Sie war leicht irritiert. Er befriedigt. Es reichte ihm, ihre Lust zu spüren, dabei zu sein, sie über die Schwellen zu tragen: über die "ich küss dich auf den Mund"-Schwelle, über die "ich zieh mich vor dir aus"-Schwelle, die "ich lass mich von dir unter der Bluse streicheln"-Schwelle, die "du darfst mir zwischen die Beine fassen"-Schwelle, die "du darfst deine Zunge an meine empfindlichsten Stellen legen"-Schwelle, die "du darfst deinen Finger in mich stecken"-Schwelle, die "ich spüre deinen Orgasmus"-Schwelle: genügend Schwellen, die er herausfordernd genug fand, um ihr Überschreiten zu genießen. Und solcherlei Überschreitungen gab es mehr als genug, als sie sich trafen. Er hatte keinen Grund, die "ich steck meinen Schwanz in dich rein"-Schwelle oder die "ich komme in dir"-Schwelle auch noch zu überschreiten. Er fühlte sich weder schlecht noch unbefriedigt oder als hätte er etwas verpasst.
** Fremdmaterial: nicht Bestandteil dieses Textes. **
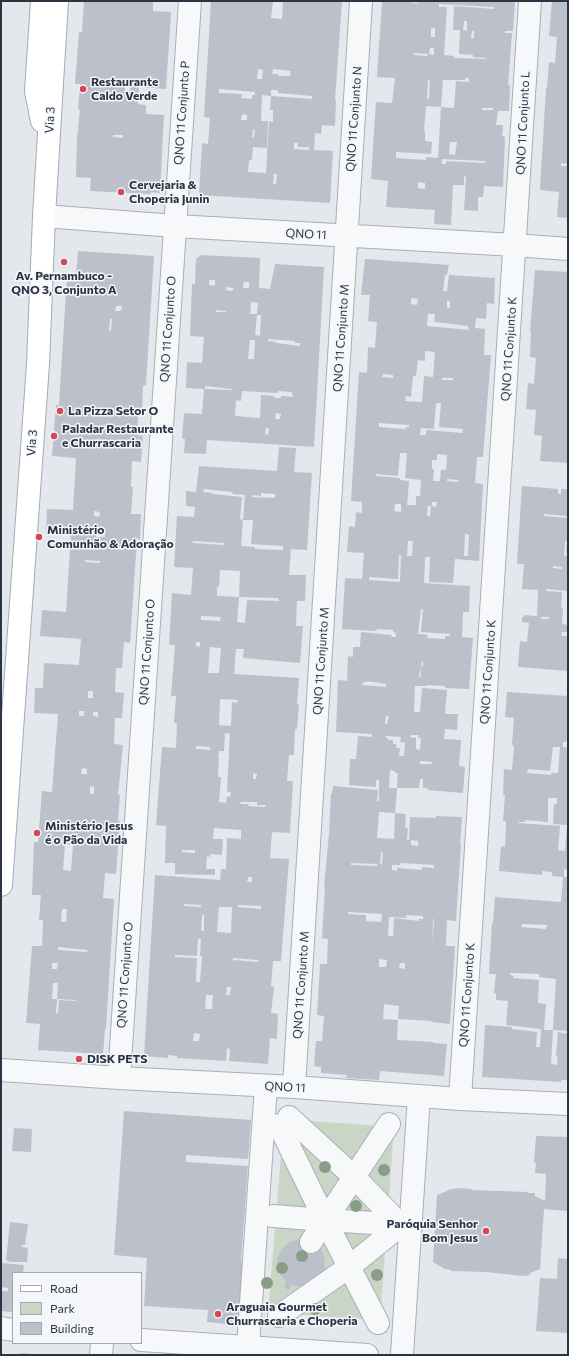 <!DOCTYPE html>
<html>
<head>
<meta charset="utf-8">
<style>
  body { margin:0 }
  #map { position:relative; width:569px; height:1356px; overflow:hidden; background:#e4e7ec; font-family:Commissioner,sans-serif }
  canvas { display:block }
  .frame { position:absolute; inset:0; border:2px solid #2b3445; pointer-events:none }
  .legend { position:absolute; left:12px; top:1272px; width:130px; height:72px; box-sizing:border-box; background:#f4f6f9; border:1px solid #a4a8b1; margin:0; padding:5px 7px; list-style:none; font-size:12px; color:#2b3445 }
  .legend li { display:flex; align-items:center; gap:8px; height:20px }
  .legend b { width:20px; border:1px solid #a4a8b1 }
</style>
</head>
<body>
<div id="map">
<canvas width="569" height="1356"></canvas>
<div class="frame"></div>
<ul class="legend">
<li><b style="height:5px;background:#fff"></b>Road</li>
<li><b style="height:11px;background:#c9d6c5"></b>Park</li>
<li><b style="height:11px;background:#bbc0ca"></b>Building</li>
</ul>
</div>
<script>
const context = document.querySelector('canvas').getContext('2d');
context.lineJoin = 'round';
function paint(path, color) {
  context.fillStyle = color;
  context.fill(path, 'evenodd');
}
function stroke(path, color, width, dash) {
  context.strokeStyle = color;
  context.lineWidth = width;
  context.lineCap = dash ? 'butt' : 'round';
  context.setLineDash(dash || []);
  context.stroke(path);
}
function write(font, color, halo, rows, align = 'center') {
  context.font = font + ' Commissioner,sans-serif';
  context.lineWidth = 3;
  context.setLineDash([]);
  context.textBaseline = 'middle';
  context.strokeStyle = halo;
  context.fillStyle = color;
  for (const [text, x, y, turn = 0] of rows) {
    context.save();
    context.translate(x, y);
    context.rotate((+turn || 0) * Math.PI / 180);
    context.textAlign = isNaN(turn) ? turn : align;
    if (halo) context.strokeText(text, 0, 0);
    context.fillText(text, 0, 0);
    context.restore();
  }
}
const green = new Path2D(`
  M284 1119 394 1127 380 1320 268 1313Z`);
const building = new Path2D(`
  M84 1H153V11L171 12 166 89 139 87 138 104 146 105V114L164 115 160 193 151 192V194L90 191 91 178 76 177 77 139 80 110H78L80 84H75L79 32H82ZM125 86 130 87V91H125ZM113 135H123V138L113 137Z
  M211 1H273L271 18 282 19 283 1H342L335 100H336L335 126 322 125 321 134 315 133 314 150 333 151 330 203 199 195 202 143 208 144 210 118 204 117ZM258 69 263 70 262 79H257ZM273 69 291 71 290 76H278V74H272ZM219 89 255 92V95H252V99L241 98 242 94 219 93ZM271 90H278V93L312 96V99L271 96 270 110H273V122L269 121 266 173 248 172 249 160H252L253 147 267 148 268 121H261L262 95 271 96ZM242 114 247 115V120H241ZM253 129 255 130 254 137H252ZM294 143H298V147H309V150L294 149ZM274 174H277L276 184H273Z
  M382 1H412L413 3 419 4V3L413 2V1H515L513 31H505V33H512L508 85H510L509 111H498L496 125H503L502 136 505 137 503 187 484 186 483 197H478V211L464 210 466 177 464 176V185H453L451 225 434 224 435 210 386 207 388 181 371 179 376 102 392 103 395 78 377 77ZM439 4 494 7V9L454 6 453 30H460L459 54 473 55V57L486 58V59L454 58V56L444 55 447 7H439ZM464 21H467V31L463 30ZM431 28H435V37H431ZM472 31H474V38H471ZM430 48H434V55L429 54ZM414 53 428 54 427 56 414 55ZM465 78H469V82L456 81 454 108 441 107 443 80H465ZM428 80H430L429 99H427ZM426 106 441 107 438 158 426 157V160L396 158V152L431 154 432 142 425 141V131H424ZM482 108H493V110H482ZM450 142H457L455 155 449 154ZM442 159 485 161V163L446 161V164H442ZM418 182 425 183V189L418 188Z
  M552 1H568V164L561 163V166H568V218L557 217 559 192 540 190 546 88H547L549 62 555 63 557 37 549 36Z
  M78 251 154 256 146 385 143 386 142 411 138 410V421L137 435 143 436 141 462 132 461 131 487H133L131 514H141L140 539H137L130 643 124 642 122 668H116L115 692 124 693 122 718H115L114 744 123 745 118 795H120L118 821H120L116 874 105 873 103 898 114 899 106 1029H105L103 1054 38 1050 40 1024 26 1023 32 946H42L43 920H39L41 895H32L34 842H38L42 791 52 792 58 714 34 713 35 688H43L44 663 79 665 81 639 40 636 42 610 66 612 71 535 46 534 47 509 73 510 76 458 52 456 56 405H59L67 276 76 277ZM116 306H122L121 311H115ZM110 319H112L111 331H109ZM94 511 100 512 99 517 94 516ZM96 528 105 529V537H96ZM85 560 100 561V563L85 562ZM88 691H93V698H88ZM79 711H84V716H79ZM93 712H98V717L93 716ZM82 768 87 769V774H81ZM90 786 94 787V794H90ZM65 844 73 845 71 871 63 870ZM62 909H67L66 922H61ZM58 947 88 950 87 952 58 950ZM52 963H58L57 969H52ZM53 983H58L57 999 76 1000V1001L59 1000 58 1013H56L57 999H52Z
  M201 255 260 258 259 288 270 289 275 264 324 267 314 447 207 440 206 454 184 453 185 439 182 438 184 413 202 414 204 389 186 388 187 362 202 363 204 337 190 336 192 284H195L196 259ZM209 280H215V286L209 285ZM244 282H249V288H243ZM226 287 234 288 232 291 226 290ZM251 302 258 303 257 314H250ZM216 310 226 311V312H216ZM257 315H261L260 336 255 335ZM268 339 295 341V343H300V346L276 343V342L268 341ZM250 340H255L254 359H248ZM205 386 232 389V390L205 389ZM242 391 278 393V391L292 392 293 397 281 396V398H274L275 396 261 395 260 418 235 416 236 400 241 401ZM276 413 281 414 280 419H275ZM266 428H269L268 435 265 434Z
  M365 259 449 265 447 275H445L443 291H447L449 275 495 278 494 304 487 303 486 319 476 318 475 328 485 329 484 355H491L483 457H477L475 483 483 484 479 561 455 559 453 583 429 582 430 557H425L424 583 470 586 469 612H463L462 637 473 638 469 689 445 688V686L427 685V686H415L414 712H420L422 688 447 690 445 714H458L457 730 445 729 444 739 461 740 459 766 465 767 463 793 427 790 428 788H423V779H420L419 788H397L395 813 406 814 405 828H408L407 840H409L410 817 436 818V816L462 817 460 844H461L456 921 447 920 446 946H455L450 1024 431 1022 432 1021 398 1019 399 1006 384 1004 383 1019 398 1020 397 1040 433 1042V1043L447 1044 444 1076 380 1071 379 1080 346 1078 347 1075 321 1073V1067L314 1066 316 1041H322L324 1016 317 1015 320 964H327L328 939 322 938 325 887H324L329 834 331 793 332 794 333 786 378 790 377 801H379V780H376V787L349 785 350 759H356L358 736 372 737V734L336 732 338 680 347 681 348 656 353 657V647H360L361 632 392 635 391 637H396V633L393 632V630L377 629 376 631 342 629 345 578 362 579 364 553 347 552 349 526 355 527 356 512 362 513V502L351 501 359 372 367 373 368 347 375 348 377 322 368 321 370 295H361ZM411 298 418 299 417 305 411 304ZM447 301H450V308H447ZM428 314H435L434 322 468 326 469 330 427 326ZM425 351 435 352 433 377 424 376 422 402 405 401 406 396 411 397 413 376H416L418 360 425 361ZM383 374 393 375V378L382 377ZM442 378H453V380H442ZM436 403H441L439 427 463 429 462 433 426 430V435H420L421 428 434 429ZM379 423 409 425V427H406L405 430H404V429L379 427ZM400 453H407L405 478 421 480 420 496H416V505H407L409 481 400 480V478L376 476V474L398 476ZM437 454 447 455 446 470H441L440 481H433L434 469H432V460H437ZM447 479 458 480V482L447 481ZM432 502H437L436 507 432 506ZM395 504H401V512L394 511ZM428 506H431L430 516H427ZM465 534 469 535 468 556H464ZM408 541H413L412 556H407ZM399 555H401L400 582 369 580V577L398 579ZM421 609H423L421 632 450 634V636H445V639L427 638 428 635 418 634ZM422 661H423V666H421V677H419ZM367 681 386 684V687L362 685 363 682H367ZM386 716H389L387 724H385ZM411 735H419L418 738H421L420 750 416 749V738L410 737ZM386 736 401 737 400 742 405 743 404 756H399L400 748H396V744H393V740H388V738H386ZM420 761 432 762V764H420ZM390 770 395 771V773H398L397 788H389ZM379 812 395 813 394 839 377 838ZM411 840 418 841V846L411 845ZM381 852 383 853 382 864H380ZM351 863 377 864V866L351 865ZM400 863 434 865V868L422 867V870L397 868V871L392 870V865H400ZM348 912 382 914 381 922 366 921V915L348 914ZM406 915 423 916V919H419V921L394 918 393 936H388L389 917 406 918ZM433 919H434L432 945ZM379 959 387 960 386 967H379ZM400 963H405V969L399 968Z
  M535 270 568 272V463L540 461 542 436 534 435 536 410 526 409 528 383 534 384 536 358 530 357 531 331H530Z
  M279 447 296 448 294 472 312 473 307 550 291 549 289 575H306L305 601H297L296 626H303L300 663 243 658 244 649H236L234 674 299 678 297 704H299L297 729H295L294 755H289L287 781H293L290 833 272 832 270 858 289 859 281 961H273L271 986 274 987 271 1013 278 1014 277 1039 270 1038 268 1064 229 1061 230 1049 227 1048 226 1061 177 1058V1056L168 1055V1058L144 1056 155 875 220 880 221 869H226L227 838 241 839V830L214 828 213 839H223L222 855 210 854V857L207 856 206 869H215V875L175 874V863H165L166 826 156 825 162 747 176 748 177 723H174L176 696H171L175 645H169L172 593 191 595 193 568 174 567 177 516 194 517 195 507 186 506V491L196 492 199 466 277 471ZM204 489 233 492 232 494 245 495 243 520H253L251 544 283 546V550L255 549V547L241 546 243 520 240 519 242 497 212 494V493L203 492ZM261 493 275 494V498L252 497V495L261 496ZM193 541 224 543V545L192 543ZM220 570 240 571 239 597 278 598 279 601 247 600 245 623 237 622 239 597 217 596V587H219ZM201 616 221 617 220 621 201 620ZM196 642H200V647L196 646ZM210 647 221 648 219 673H208ZM220 699 238 700 237 703 232 702 231 726 219 725ZM225 733 230 734 227 792H231L230 797 227 796 226 803 219 802 221 777H218L219 758H218L219 751H224ZM196 746 210 747V750L196 749ZM253 773 257 774 256 779H253ZM241 802H257V805H266L265 807 248 806 249 804H240ZM182 850H195V853L182 852ZM248 877H252V882H247ZM184 904 201 905V907L184 906ZM238 905 261 906V909L238 907ZM219 907H232L231 933 217 932ZM202 915H204V931H201ZM198 939H201L200 956H202L200 982H196V979L197 958 175 957V955L197 956ZM233 958 258 960V962L233 960 232 965ZM227 987H231L230 995H226ZM206 995H213L212 1009H205ZM194 1033 200 1034 199 1041H193Z
  M522 486 558 489V494H561V489H568V516L544 514V516L568 518V549L567 553H566L567 541H565L564 556H568V591L546 589V591L562 592 561 608H563L562 624 568 625V632H562L561 636H568V671L518 667 520 641 527 642 529 623 522 622V618H523L524 615 537 616 538 590 522 589 524 564H517ZM553 566 562 567V569L553 568ZM541 617H549V619H541Z
  M507 692 568 696V740L567 739 566 742H563V747L568 748V870L564 869V877H568V1031L553 1030 556 979 539 977V974L510 973V975L514 976 513 978 539 980 538 1003 546 1004 544 1030H553L551 1064 557 1065 558 1057 556 1056 558 1032 568 1034V1080H561V1082L482 1077 485 1025 512 1027V1029L537 1032 536 1047H540L541 1029 506 1025 508 1001 496 1000V994L494 993 496 974H489L492 923H493L495 897 561 902 563 877 552 876V872L542 871V875L499 871 501 846 505 847 506 821H503L505 795H503L504 769 512 770 514 747 512 744 514 718 505 717ZM553 747H560L558 773H551V775L527 773 528 769 550 771ZM548 798H557V804H554L553 824 567 825 565 851 558 850 560 826 518 823V822H525V820L548 822ZM522 924 547 925 546 929 521 927Z
  M124 1111 251 1120 248 1159 186 1155V1162L248 1166 241 1261 246 1262 239 1325 207 1322 208 1310 144 1306 147 1258 114 1255Z
  M14 1128 32 1129 31 1152 12 1151Z
  M536 1136 568 1137V1211L544 1209 540 1269 530 1273V1275L523 1276 486 1272 451 1271V1270L445 1269 433 1262 437 1195 449 1190 450 1189H455L456 1188 472 1189 471 1190 528 1192V1193H535V1196L545 1201 546 1174 535 1173 536 1163H534Z
  M10 1222 28 1224 25 1245H22L21 1247 28 1248 27 1262H9V1261L6 1260Z
  M299 1239 319 1246 324 1256 325 1268 323 1273 303 1287 291 1285 289 1290 284 1287 286 1281 282 1277 278 1270 277 1260 280 1252 284 1247 290 1242Z
  M558 1258 568 1259V1333L536 1331 540 1278 557 1279Z
  M1 1263 24 1265 23 1273H13V1312L1 1311V1291H8V1288L1 1287Z
  M20 1353 33 1354V1355H20Z`);
const minor = new Path2D(`
  M44 216 175 226 515 245 568 249
  M1 1070 119 1078 294 1087 460 1099 568 1104
  M119 1078 190 1
  M294 1087 361 1
  M460 1099 530 1
  M289 1117 354 1177 391 1215
  M279 1125 325 1220 378 1323
  M273 1216 325 1220 391 1224
  M311 1242 389 1124
  M279 1316 349 1267 390 1234
  M1 1328 13 1330
  M141 1340 367 1355
  M248 1347 266 1086
  M101 1355 102 1343
  M402 1355 419 1096`);
const major = new Path2D(`
  M42 121 36 91 42 1
  M1 885 38 364 44 216 57 1`);
const trees = [
  [325,1167],
  [384,1170],
  [356,1206],
  [302,1256],
  [282,1268],
  [377,1275],
  [267,1283],
  [315,1309]
];
const markers = [
  [83,89,4,"#d1495b"],
  [121,192,4,"#d1495b"],
  [64,262,4,"#d1495b"],
  [60,411,4,"#d1495b"],
  [54,436,4,"#d1495b"],
  [39,537,4,"#d1495b"],
  [37,833,4,"#d1495b"],
  [79,1059,4,"#d1495b"],
  [486,1231,4,"#d1495b"],
  [218,1314,4,"#d1495b"]
];
const poiNames = [
  ["Restaurante",91,82],
  ["Caldo Verde",91,96],
  ["Cervejaria &",129,185],
  ["Choperia Junin",129,199],
  ["Av. Pernambuco -",64,276,"center"],
  ["QNO 3, Conjunto A",64,290,"center"],
  ["La Pizza Setor O",68,411],
  ["Paladar Restaurante",62,429],
  ["e Churrascaria",62,443],
  ["Ministério",47,530],
  ["Comunhão & Adoração",47,544],
  ["Ministério Jesus",45,826],
  ["é o Pão da Vida",45,840],
  ["DISK PETS",87,1059],
  ["Paróquia Senhor",478,1224,"right"],
  ["Bom Jesus",478,1238,"right"],
  ["Araguaia Gourmet",226,1307],
  ["Churrascaria e Choperia",226,1321]
];
const streetNames = [
  ["QNO 11 Conjunto P",182,113,-86],
  ["QNO 11 Conjunto N",354,119,-86],
  ["Via 3",50,120,-87],
  ["QNO 11 Conjunto L",523,123,-87],
  ["QNO 11",306,234,3],
  ["QNO 11 Conjunto O",168,329,-86],
  ["QNO 11 Conjunto M",341,338,-86],
  ["QNO 11 Conjunto K",509,349,-86],
  ["Via 3",32,443,-86],
  ["QNO 11 Conjunto O",147,652,-86],
  ["QNO 11 Conjunto M",321,661,-86],
  ["QNO 11 Conjunto K",488,672,-86],
  ["QNO 11 Conjunto O",125,975,-86],
  ["QNO 11 Conjunto M",301,985,-86],
  ["QNO 11 Conjunto K",467,995,-86],
  ["QNO 11",285,1087,3]
];
paint(green, '#c9d6c5');
paint(building, '#bbc0ca');
stroke(minor, '#a9aeb7', 24);
stroke(major, '#a3abb8', 24);
stroke(minor, '#f7f8fa', 22);
stroke(major, '#fff', 22);
context.fillStyle = '#899d89';
for (const [x, y] of trees) {
  context.beginPath();
  context.arc(x, y, 6, 0, 2 * Math.PI);
  context.fill();
}
for (const [x, y, r, color] of markers) {
  const dot = new Path2D();
  dot.arc(x, y, r, 0, 2 * Math.PI);
  context.fillStyle = color;
  context.fill(dot);
  stroke(dot, '#f4f6f9', 1.5);
}
write('bold 12px', '#2b3445', '#f4f6f9', poiNames, 'left');
write('12px', '#2b3445', '#f4f6f9', streetNames);
</script>
</body>
</html>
Er hielt sich vor Augen, dass er die Frau an allen Stellen streicheln durfte, die man sich als Mann so vorstellen kann. Sie lag nackt und mit gespreizten Beinen offen vor ihm, rasiert und Einblick gebend, sich von ihm anfassen lassend, eine besondere Art von Nähe zeigend und genießend - was wollte er mehr? Da "brauchte" er keinen Orgasmus extra. All diese Schwellen überschreiten zu dürfen empfand er als ausreichend spannend und genußvoll, befriedigend genug. Und sich etwas offen zu halten, etwas übrig zu lassen, vielleicht für andere Zeiten, andere Tage, andere Momente, vielleicht auch nur für die Erinnerung - das gefiel ihm.
Grenzen zu überschreiten und sich zugleich bewusst zu begrenzen: Ein Balanceakt!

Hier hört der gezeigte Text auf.